A Russian Airlines employee charged with drunk driving in Falls Church last November was placed on probation yesterday to help preserve detente, according to the judge in the case.

"We just have a lot of problems with (the case)." Fairfax County General District Court Judge Robert M. Hurst said in a telephone interview. "That just seemed like the thing to do, you know with detente and all that."

The State Department charged that nine days after the arrest of Viktor A. Ruchkin of Alexandria on Nov. 10, an American who is a Pan American World Airways employee working in Moscow was arrested on similar charges in retaliation.

Charges against the American, Robert S. Sievers, "have ben disposed of" according to a Soviet message to the State Department, a department spokesman said. But yesterday, Sievers and his family were temporarily not permitted to leave Russia and it was unclear how the charge was disposed of, the spokesman said. The State Department is now "taking up the (the travel restriction) with Soviet authorities," the spokesman said.

According to State Department spokesmen, Soviet Embassy officials wanted charges against Ruchkin dropped. The State Department said the arrest was a local matter and that Ruchkin did not have diplomatic immunity from arrest.

"Rather than get into any complication with the fellow (American) over there," Hurst said, "I felt it was the easiest thing to do" to place Ruchkin on probation.

Hurst said Ruchkin's attorney agreed in the judge's chambers to probation until July 28 when he is scheduled to appear again in Falls Church General District Court for disposition of his case.

"If there's no further problems, I guess I'll dismiss it, I don't know yet," Hurst said.

Ruchkin refused to comment on his case.

Drivers charged for the first time with drunken driving usually plead guilty, then are placed on probation and must attend an alcohol safety program with the successful completion of the program, charges may be reduced to reckless driving.

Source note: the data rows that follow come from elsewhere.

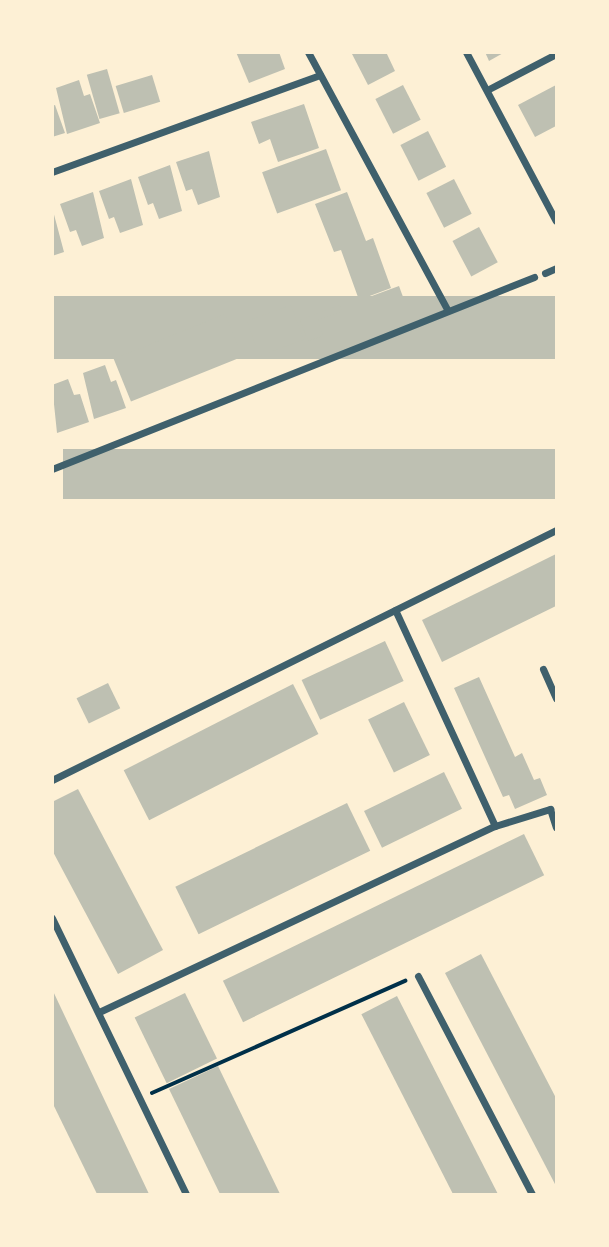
<!DOCTYPE html>
<style>
body{margin:0}
#map{position:relative;width:609px;height:1247px;overflow:hidden;background:#fdf0d5;font-family:"Zilla Slab",serif}
div>[style]{position:absolute}
[style*='--x']{left:calc(var(--x)*1px);top:calc(var(--y)*1px);width:calc(var(--w)*1px);rotate:calc(var(--a)*1deg)}
.building>*{inset:0;background:#bec0b2;transform-origin:0 0}
.path>*{height:3.5px;margin:-1.75px;padding:0 1.75px;transform-origin:1.75px;border-radius:1.75px;background:#003049}
.minor>*{height:7px;margin:-3.5px;padding:0 3.5px;transform-origin:3.5px;border-radius:3.5px;background:#3f606c}
span{translate:-50% -50%;white-space:nowrap;text-align:center;line-height:1.15;-webkit-text-stroke:7px #fdf0d5;paint-order:stroke}
.frame{position:absolute;inset:0;border:54px solid #fdf0d5;pointer-events:none}
</style>
<div id="map">
<div class="building">
<i style="clip-path:polygon(236px 52px,279px 52px,285px 69px,249px 83px)"></i>
<i style="clip-path:polygon(351px 52px,386px 52px,395px 71px,368px 85px)"></i>
<i style="clip-path:polygon(485px 52px,505px 52px,489px 61px)"></i>
<i style="left:107px;top:69px;width:46px;height:21px;rotate:74deg"></i>
<i style="left:152px;top:75px;width:28px;height:38px;rotate:73deg"></i>
<i style="clip-path:polygon(79px 80px,84px 96px,90px 94px,100px 123px,67px 134px,56px 88px)"></i>
<i style="left:403px;top:85px;width:39px;height:31px;rotate:63deg"></i>
<i style="clip-path:polygon(556px 85px,556px 126px,535px 137px,518px 105px)"></i>
<i style="clip-path:polygon(304px 104px,319px 148px,278px 162px,270px 139px,259px 144px,251px 122px)"></i>
<i style="clip-path:polygon(55px 105px,65px 133px,52px 137px,52px 106px)"></i>
<i style="left:428px;top:131px;width:40px;height:31px;rotate:63deg"></i>
<i style="left:326px;top:149px;width:44px;height:68px;rotate:70deg"></i>
<i style="clip-path:polygon(209px 151px,220px 197px,198px 205px,192px 189px,186px 191px,176px 162px)"></i>
<i style="clip-path:polygon(170px 165px,182px 211px,159px 219px,153px 203px,148px 205px,138px 177px)"></i>
<i style="clip-path:polygon(131px 179px,143px 225px,120px 233px,114px 217px,109px 219px,99px 191px)"></i>
<i style="left:454px;top:179px;width:39px;height:31px;rotate:63deg"></i>
<i style="clip-path:polygon(93px 192px,104px 238px,82px 246px,76px 230px,70px 232px,60px 204px)"></i>
<i style="clip-path:polygon(347px 192px,366px 241px,373px 238px,391px 288px,359px 300px,341px 250px,334px 252px,315px 204px)"></i>
<i style="clip-path:polygon(52px 207px,64px 252px,52px 256px)"></i>
<i style="left:479px;top:227px;width:40px;height:30px;rotate:62deg"></i>
<i style="left:399px;top:286px;width:27px;height:34px;rotate:70deg"></i>
<i style="left:556px;top:296px;width:63px;height:539px;rotate:90deg"></i>
<i style="left:291px;top:305px;width:37px;height:47px;rotate:70deg"></i>
<i style="clip-path:polygon(340px 305px,342px 312px,318px 320px,323px 336px,308px 341px,300px 320px)"></i>
<i style="left:225px;top:314px;width:46px;height:120px;rotate:68deg"></i>
<i style="clip-path:polygon(105px 365px,111px 382px,116px 380px,126px 408px,94px 419px,83px 373px)"></i>
<i style="clip-path:polygon(68px 379px,74px 395px,80px 394px,89px 422px,57px 433px,52px 385px)"></i>
<i style="left:556px;top:449px;width:50px;height:493px;rotate:90deg"></i>
<i style="clip-path:polygon(556px 554px,556px 606px,442px 662px,422px 620px)"></i>
<i style="left:385px;top:641px;width:44px;height:92px;rotate:65deg"></i>
<i style="clip-path:polygon(479px 677px,515px 757px,522px 753px,534px 780px,540px 778px,547px 795px,515px 809px,509px 795px,503px 797px,454px 688px)"></i>
<i style="left:108px;top:683px;width:28px;height:35px;rotate:64deg"></i>
<i style="left:293px;top:684px;width:56px;height:190px;rotate:63deg"></i>
<i style="left:404px;top:702px;width:59px;height:40px;rotate:64deg"></i>
<i style="left:444px;top:772px;width:41px;height:89px;rotate:64deg"></i>
<i style="clip-path:polygon(78px 789px,163px 950px,118px 974px,52px 850px,52px 802px)"></i>
<i style="left:347px;top:803px;width:53px;height:191px;rotate:64deg"></i>
<i style="left:524px;top:834px;width:46px;height:335px;rotate:64deg"></i>
<i style="clip-path:polygon(481px 954px,556px 1098px,556px 1186px,445px 973px)"></i>
<i style="clip-path:polygon(52px 989px,149px 1194px,97px 1194px,52px 1102px)"></i>
<i style="left:185px;top:993px;width:73px;height:56px;rotate:64deg"></i>
<i style="left:397px;top:996px;width:222px;height:40px;rotate:63deg"></i>
<i style="clip-path:polygon(218px 1066px,280px 1194px,220px 1194px,169px 1089px)"></i>
</div>
<div class="path">
<i style="--x:152;--y:1093;--w:277;--a:-23.9"></i>
</div>
<div class="minor">
<i style="--x:308;--y:52;--w:294;--a:61.6"></i>
<i style="--x:466;--y:52;--w:191;--a:62"></i>
<i style="--x:487;--y:90;--w:78;--a:-27.6"></i>
<i style="--x:52;--y:172;--w:285;--a:-19.9"></i>
<i style="--x:545;--y:273;--w:12;--a:-24"></i>
<i style="--x:52;--y:469;--w:519;--a:-21.72"></i>
<i style="--x:543;--y:669;--w:32;--a:66"></i>
<i style="--x:52;--y:780;--w:563;--a:-26.38"></i>
<i style="--x:495;--y:826;--w:58;--a:-17.2"></i>
<i style="--x:550;--y:809;--w:19;--a:72"></i>
<i style="--x:52;--y:918;--w:307;--a:64.1"></i>
<i style="--x:418;--y:976;--w:246;--a:62.4"></i>
<i style="--x:99;--y:1012;--w:438;--a:-25.2"></i>
<i style="--x:495;--y:826;--w:238;--a:-114.8"></i>
</div>
<div class="frame"></div>
</div>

Ruchkin was not required to make a plea and he did not, Hurst said.

"I don't think the Russians wanted him to go to the (alcohol safety) program," Hurst said. "The Russians are not too happy about the whole thing."

When asked if he thought his decision was fair to American drivers who must attend the program of face other penalties, Hurst said, "I thought about that, too.Maybe it isn't fair, but you can't be superfair in a position like this.

"I thought about it a long time," Hurst continued. "If I convicted him, they'd (Soviets) probably have him (Ruchkin) selling tickets in Kiev on the midnight shift, I guess."